Cegah Bayi Stunting, Jam Berapa Ibu Hamil Harus Berjemur?

Ibu hamil juga perlu beri jeda waktu makan usai minum teh, susu, cokelat, dan kopi.

Pixabay
Ibu hamil sedang berjemur (ilustrasi). Ibu hamil perlu berjemur 15 menit setiap harinya untuk mengoptimalkan pengaktifan vitamin D dalam tubuh agar bayi di dalam kandungannya tidak mengalami tengkes (stunting).
Red: Reiny Dwinanda

REPUBLIKA.CO.ID, JAKARTA -- Ahli gizi Aanisah Ardiyanti menyarankan ibu hamil rutin berjemur untuk mengoptimalkan pengaktifan vitamin D dalam tubuh agar bayi di dalam kandungannya tidak mengalami tengkes (stunting).
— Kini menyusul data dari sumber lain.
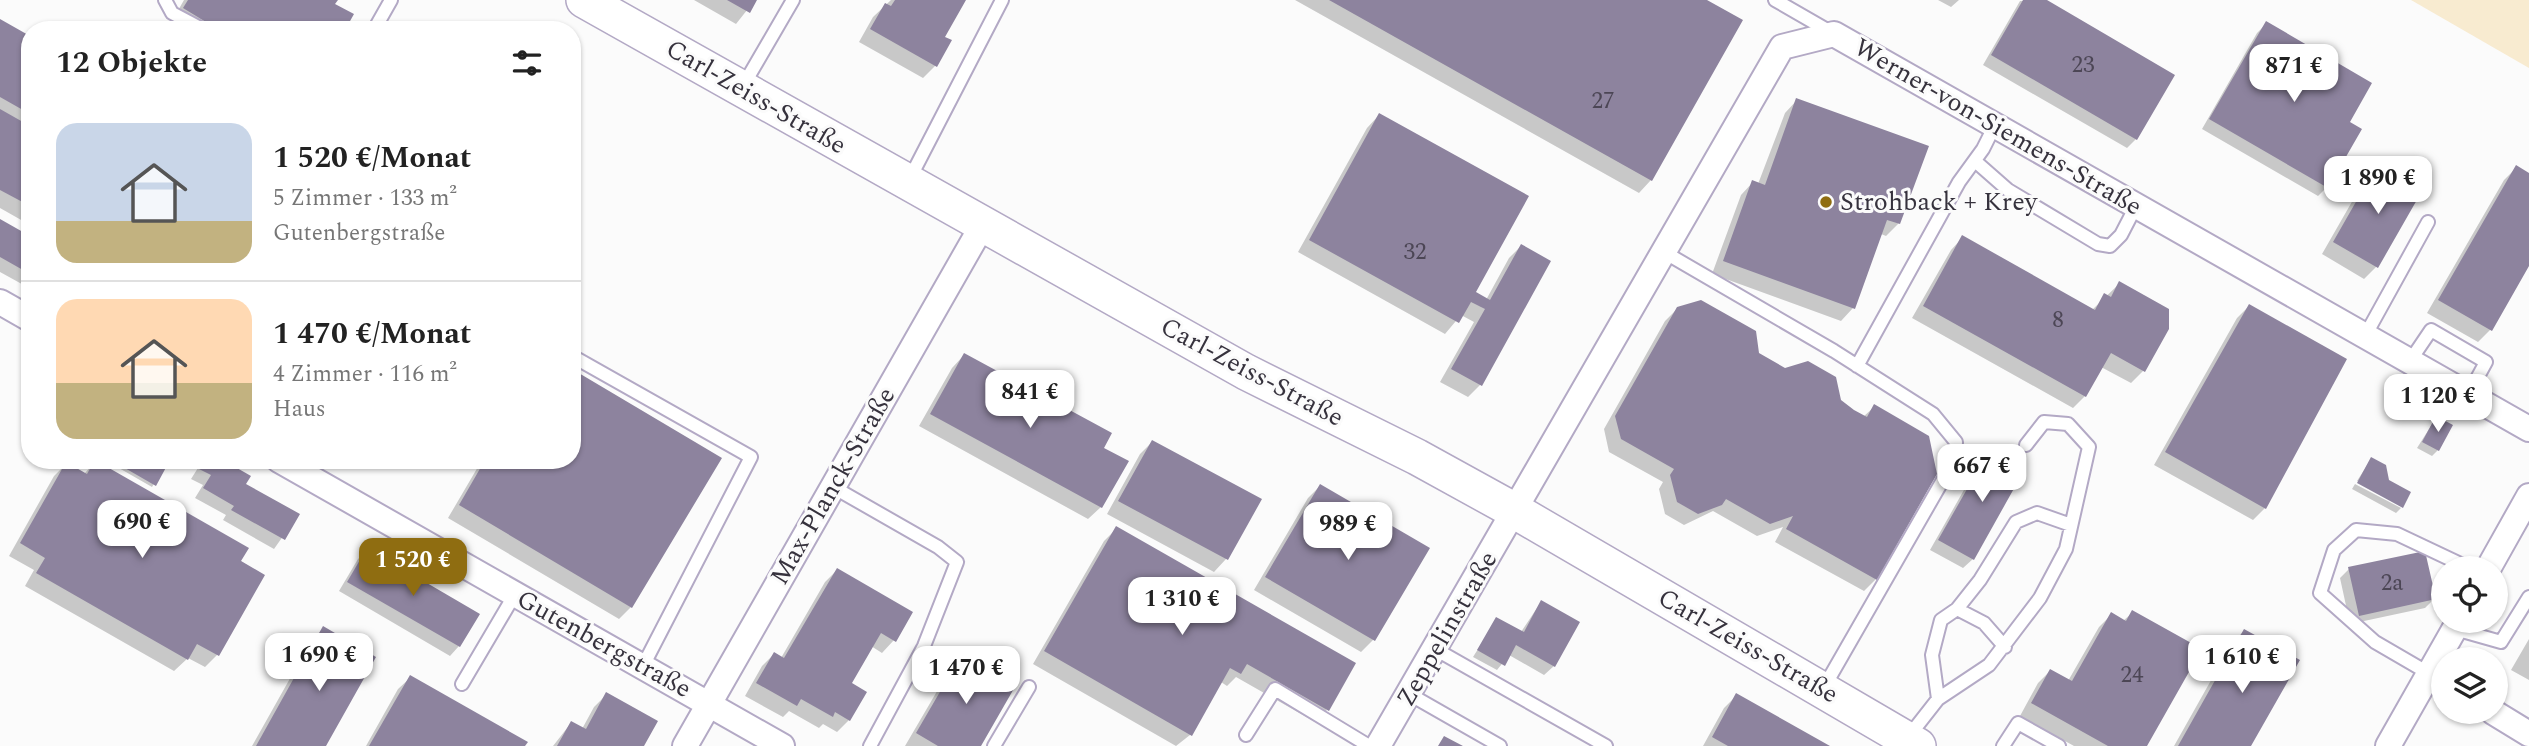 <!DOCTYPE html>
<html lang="de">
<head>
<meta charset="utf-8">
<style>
	:root { --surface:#fff; --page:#f6f6f6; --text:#222; --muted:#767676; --line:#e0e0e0; --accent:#8f6d11 }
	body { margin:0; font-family:Spectral,serif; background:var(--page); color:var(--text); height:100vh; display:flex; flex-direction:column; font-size:26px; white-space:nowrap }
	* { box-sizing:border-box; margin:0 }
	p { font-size:23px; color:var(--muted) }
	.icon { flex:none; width:38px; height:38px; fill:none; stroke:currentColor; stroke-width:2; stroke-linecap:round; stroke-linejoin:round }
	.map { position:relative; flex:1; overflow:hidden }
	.drawer { position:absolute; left:21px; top:21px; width:560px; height:448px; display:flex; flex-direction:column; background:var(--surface); border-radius:28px; box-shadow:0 2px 5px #0004 }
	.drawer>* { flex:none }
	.fabs { position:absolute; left:2431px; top:556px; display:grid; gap:14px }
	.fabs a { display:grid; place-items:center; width:77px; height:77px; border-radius:50%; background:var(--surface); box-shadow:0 2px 5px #0004; font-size:35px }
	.price { position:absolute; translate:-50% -60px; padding:0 16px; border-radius:14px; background:#fff; color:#222; font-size:23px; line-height:46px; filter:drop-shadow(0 2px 4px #0008) }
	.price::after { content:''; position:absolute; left:50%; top:42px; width:21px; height:16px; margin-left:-10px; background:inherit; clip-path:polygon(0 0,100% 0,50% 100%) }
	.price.active { background:var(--accent); color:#fff }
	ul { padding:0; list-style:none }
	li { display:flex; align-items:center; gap:21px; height:175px; padding:0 35px }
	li+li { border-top:2px solid var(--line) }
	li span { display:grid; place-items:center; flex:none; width:196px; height:140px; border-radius:21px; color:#555 }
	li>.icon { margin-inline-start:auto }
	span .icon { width:84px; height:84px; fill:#fffc; stroke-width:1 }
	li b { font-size:30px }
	h2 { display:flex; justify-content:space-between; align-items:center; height:84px; padding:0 35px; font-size:30px }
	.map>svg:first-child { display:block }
	.green { fill:#f8ebd0 }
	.shadow { fill:#0003 }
	.building { fill:#8d839e }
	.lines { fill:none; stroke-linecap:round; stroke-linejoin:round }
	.lane-casing { stroke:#b3a9c5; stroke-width:16 }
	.street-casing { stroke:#b3a9c5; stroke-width:28 }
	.secondary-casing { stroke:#b3a9c5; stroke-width:38 }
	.lane { stroke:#fff; stroke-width:12 }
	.street { stroke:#fff; stroke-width:24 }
	.secondary { stroke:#fff; stroke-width:35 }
	.poi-dot { fill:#8f6d11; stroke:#fbfbfb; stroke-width:2.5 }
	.labels { text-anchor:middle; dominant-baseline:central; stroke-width:6; stroke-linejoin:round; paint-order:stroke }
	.number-label { font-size:23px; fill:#4c4655 }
	.street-label { font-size:26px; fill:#36323d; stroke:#fbfbfb }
	.poi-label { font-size:26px; fill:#36323d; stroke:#fbfbfb; text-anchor:start }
</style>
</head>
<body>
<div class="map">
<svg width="2529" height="746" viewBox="0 0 2529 746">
	<rect width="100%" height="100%" fill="#fbfbfb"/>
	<path class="green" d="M2411 0H2529V68Z"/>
	<path class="shadow" d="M184 0H336L333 5 343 30H186L172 21Z
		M694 0H755L736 24Z
		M891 0H964L943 38 949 41 935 66 923 78 859 42 873 17Z
		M1295 0H1704L1651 180 1639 193Z
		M1938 0H1959L1951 7Z
		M2043 0 2136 139 2127 148 1983 65 2020 1Z
		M0 21 30 38V225L0 208Z
		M2266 24 2347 122 2327 187 2318 196 2202 129 2257 33Z
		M1797 100 1899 223 1886 236 1881 234 1853 308 1841 321 1712 274 1741 195 1753 182 1758 184 1785 113Z
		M1379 115 1474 293 1486 300 1509 258 1521 246 1549 261 1480 385 1468 397 1440 382 1474 322 1461 315 1445 334 1298 252 1367 128Z
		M2377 167 2376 267 2364 279 2322 254 2365 179Z
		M2516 168 2529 175V262L2490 330 2478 342 2427 313 2504 180Z
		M0 221 30 238 29 288 0 272Z
		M1963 237 2092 310 2120 283 2143 371 2131 383 2101 367 2085 396 2073 408 1912 318 1951 250Z
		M2249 306 2265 508 2253 520 2154 465 2237 318Z
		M1678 308 1863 417 1874 407 1876 579 1864 591 1775 542 1783 527 1757 536 1713 511 1684 525 1665 514 1659 489 1663 482 1609 452 1604 429 1665 321Z
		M964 355 1101 448V507L1088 519 919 426 952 368Z
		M2436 418 2438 450 2432 456 2417 448Z
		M1152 442 1259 499 1226 559 1214 572 1107 514 1140 454Z
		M1991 449 1973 559 1963 568 1930 550 1982 458Z
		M2371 459 2403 505 2357 481Z
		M105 460H168L152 487Z
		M203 460H220L244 484 298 515 274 549 223 520 226 515 195 498 203 485 191 479Z
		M482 460H572L631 607 619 619 448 518Z
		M95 462 263 576 217 655 205 667 188 658 174 671 25 586 34 570 9 556 54 476 66 464 84 474Z
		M2355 484 2401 508 2396 513 2352 489Z
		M1320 486 1427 548 1373 640 1361 652 1254 590 1308 498Z
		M1117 528 1327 710 1315 722 1236 677 1227 686 1221 682 1190 735 1176 746 1033 664 1104 541Z
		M367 550 459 646 450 656 339 591 358 559Z
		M2349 569 2434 599 2425 608 2350 624 2340 578Z
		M837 570 894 640 882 653 871 646 850 684 849 720 837 732 823 724 819 728 789 711 783 717 745 696 762 666 774 654 781 658 825 582Z
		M1541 602 1554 666 1544 675 1509 655 1497 670 1473 657 1497 619 1521 632Z
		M2132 613 2145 746H2074L2020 716 2038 683 2050 671 2068 681 2099 627 2111 615 2123 621Z
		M323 629 324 746H252L311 641Z
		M2244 631 2249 746H2174L2232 643Z
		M2529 639V680L2511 670Z
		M962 656 979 746H905L950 669Z
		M411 677 523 746H366L398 689Z
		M607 694 642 746H553L571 723 582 729 594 707Z
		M1737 695 1827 746H1703L1724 708Z"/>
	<path class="building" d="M188 0H338L335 4 354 14 345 30H219L183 8Z
		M727 0H757L750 13Z
		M895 0H966L945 37 952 40 937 67 870 29 885 3 891 6Z
		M1329 0H1707L1743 20 1652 181Z
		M2023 0H2047L2175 75 2137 140 1991 55Z
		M0 19 30 36V114L0 97Z
		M2266 21 2372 83 2350 122 2362 129 2328 188 2209 119Z
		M1796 98 1929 146 1900 224 1887 220 1855 309 1723 261 1752 180 1765 185Z
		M0 109 30 126V206L0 190Z
		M1379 113 1529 196 1476 292 1490 300 1521 244 1551 261 1482 386 1451 369 1485 309 1471 302 1459 323 1309 240Z
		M2377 165 2422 191 2378 268 2333 242Z
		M2516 165 2529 173V266L2492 331 2438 300Z
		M0 219 30 236V274L0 257Z
		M1962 235 2095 310 2104 293 2111 297 2119 281 2169 309V329L2145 372 2111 353 2086 397 1923 306Z
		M1701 300 1756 331 1759 353 1785 368 1808 361 1836 377 1841 400 1854 410 1867 417 1874 404 1929 436 1937 474 1877 580 1786 529 1793 516 1770 524 1726 499 1722 505 1698 514 1677 502 1670 475 1674 469 1621 439 1615 416 1677 307Z
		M2249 304 2347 359 2266 509 2165 452Z
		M964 353 1112 433 1104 448 1129 461 1102 508 930 414Z
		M572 369 722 458 632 608 459 505 485 460H572Z
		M2436 416 2453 425 2439 451 2422 442Z
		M1152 440 1262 499 1228 560 1118 501Z
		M1991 447 2026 467 1974 560 1938 540Z
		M2371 457 2386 465 2389 480 2411 492 2403 508 2357 483Z
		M95 460 249 548 241 561 265 575 219 656 197 644 188 660 36 573 45 558 20 543 66 462 87 474Z
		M111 460H170L156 486Z
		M204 460H223L251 476 246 484 300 514 285 540 231 510 234 506 203 488 211 475 199 469Z
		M1320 484 1430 548 1375 641 1265 577Z
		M1116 526 1356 663 1329 711 1247 664 1241 674 1230 668 1192 736 1044 651Z
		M367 548 480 614 460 647 347 582Z
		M2425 551 2436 599 2359 616 2348 567Z
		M837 568 913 612 896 642 881 633 852 683 867 692 850 721 835 712 833 717 801 699 797 706 756 683 774 652 784 658Z
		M1541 600 1580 622 1555 667 1516 645 1505 666 1477 650 1496 617 1524 632Z
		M2132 610 2202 649 2147 746H2108L2031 703 2050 669 2072 681 2111 612 2126 621Z
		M323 626 376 657 326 746H256Z
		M2244 629 2300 660 2251 746H2178Z
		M962 654 1016 685 981 746H938L916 733Z
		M410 675 528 742 525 746H369Z
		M606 692 658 721 644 746H557L571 721 586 729Z
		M1736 693 1830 746H1728L1712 737Z
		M1444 736 1463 746H1438Z"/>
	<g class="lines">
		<g class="lane-casing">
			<path id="lane" d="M165 0 172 13 204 30
				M1775 0 1834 34
				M374 30 391 0
				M743 86 793 0
				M1975 161 2008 190 2098 244 2110 246 2121 235 2136 206
				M909 180 1002 0
				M1664 252 1834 351 1933 414 1956 442 1955 459 1823 689
				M2365 336 2428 222
				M572 356 751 457 643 666
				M2410 361 2431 330 2486 362 2468 395
				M1857 366 1959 182 1983 149 1995 125
				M833 487 938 547 957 562 924 646 870 746
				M1957 609 1984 623 2005 647
				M2455 629 2501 642 2529 597
				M1435 649 1606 746
				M2430 674 2375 642 2320 593 2334 550 2356 530 2397 534 2471 569
				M462 684 515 594
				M1409 694 1500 746
				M1938 699 1932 655 1941 620 1957 609 1980 580 2016 522 2037 513 2071 525
				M1246 735 1275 689 1369 746
				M1909 736 1938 699 1989 665 2040 598 2066 549 2089 447 2068 424 2044 422 2026 445
				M994 746 1029 687
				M2003 746 2018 723 2059 746"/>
		</g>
		<g class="street-casing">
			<path id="street" d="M0 302 30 319
				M279 460 782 746
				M2488 569 2529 496
				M2493 712 2529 734
				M685 746 982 226
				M1378 746 1782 47 1834 34 2529 429
				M2388 746 2459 621"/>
		</g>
		<g class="secondary-casing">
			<path id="secondary" d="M584 0 1246 372 1417 457 1515 511 1918 746"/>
		</g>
		<use href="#lane" class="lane"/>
		<use href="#street" class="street"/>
		<use href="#secondary" class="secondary"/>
	</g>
	<circle class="poi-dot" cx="1826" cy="202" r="7"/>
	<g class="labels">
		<g class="number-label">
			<text x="2083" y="65">23</text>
			<text x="1603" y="101">27</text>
			<text x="1415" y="252">32</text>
			<text x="2058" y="320">8</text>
			<text x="2392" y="583">2a</text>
			<text x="2132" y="675">24</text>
		</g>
		<g class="street-label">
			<text transform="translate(756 97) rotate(30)">Carl-Zeiss-Straße</text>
			<text transform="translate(1998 127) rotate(30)">Werner-von-Siemens-Straße</text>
			<text transform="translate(1252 372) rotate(28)">Carl-Zeiss-Straße</text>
			<text transform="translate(833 486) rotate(-60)">Max-Planck-Straße</text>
			<text transform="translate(1447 629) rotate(-60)">Zeppelinstraße</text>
			<text transform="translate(604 644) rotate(29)">Gutenbergstraße</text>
			<text transform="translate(1748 646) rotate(30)">Carl-Zeiss-Straße</text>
		</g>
		<g class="poi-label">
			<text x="1840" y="202">Strohback + Krey</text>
		</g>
	</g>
</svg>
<div class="fabs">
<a><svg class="icon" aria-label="locate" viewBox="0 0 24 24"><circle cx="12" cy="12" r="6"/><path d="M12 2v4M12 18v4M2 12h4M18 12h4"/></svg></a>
<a><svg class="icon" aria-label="layers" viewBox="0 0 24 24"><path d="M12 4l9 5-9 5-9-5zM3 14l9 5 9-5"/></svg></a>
</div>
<b class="price" style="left:2294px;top:104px">871 €</b>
<b class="price" style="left:2378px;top:216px">1 890 €</b>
<b class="price" style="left:1030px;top:430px">841 €</b>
<b class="price" style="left:2438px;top:434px">1 120 €</b>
<b class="price" style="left:1982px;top:504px">667 €</b>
<b class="price" style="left:142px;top:560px">690 €</b>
<b class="price" style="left:1348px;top:562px">989 €</b>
<b class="price active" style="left:413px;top:598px">1 520 €</b>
<b class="price" style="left:1182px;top:637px">1 310 €</b>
<b class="price" style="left:319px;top:693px">1 690 €</b>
<b class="price" style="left:2242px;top:695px">1 610 €</b>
<b class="price" style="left:966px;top:706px">1 470 €</b>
<section class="drawer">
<h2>12 Objekte<svg class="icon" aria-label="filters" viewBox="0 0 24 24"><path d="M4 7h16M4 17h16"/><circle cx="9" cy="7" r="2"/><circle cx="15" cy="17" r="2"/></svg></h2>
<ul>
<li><span style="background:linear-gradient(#c9d6e8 70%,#c2b280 0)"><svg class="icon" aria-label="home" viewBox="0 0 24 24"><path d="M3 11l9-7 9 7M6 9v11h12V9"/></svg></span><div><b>1 520 €/Monat</b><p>5 Zimmer · 133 m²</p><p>Gutenbergstraße</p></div></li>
<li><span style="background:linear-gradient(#ffd9b3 60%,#c2b280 0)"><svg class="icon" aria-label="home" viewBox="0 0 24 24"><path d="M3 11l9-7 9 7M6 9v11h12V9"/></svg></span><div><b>1 470 €/Monat</b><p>4 Zimmer · 116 m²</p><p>Haus</p></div></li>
</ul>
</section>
</div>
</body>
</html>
Dia merekomendasikan berjemur mulai pukul 09.00 pagi hari.

"Cukup 15 menit per hari," kata Aanisah di stan pameran inovasi Balai Kota Jakarta, Selasa (27/9/2022).

Menurut Aanisah yang merupakan ahli gizi dari Puskesmas Kebayoran Baru itu, banyak ibu hamil di Tanah Air yang kekurangan asupan vitamin D. Selain soal paparan sinar matahari, ia juga mendorong agar ibu hamil memahami jeda waktu makan setelah meminum teh, susu, cokelat, dan kopi.

Meski tidak dilarang, lanjut Aanisah, perlu ada jeda waktu satu hingga dua jam setelah makan baru dianjurkan meminum di antara empat jenis minuman itu. Apa sebab?

"Bagi ibu hamil, empat minuman itu ada proses interaksi zat gizi yang bisa menghambat penyerapan zat besi, terutama yang ada di protein hewani, kacang-kacangan dan sayur warna hijau," ucapnya.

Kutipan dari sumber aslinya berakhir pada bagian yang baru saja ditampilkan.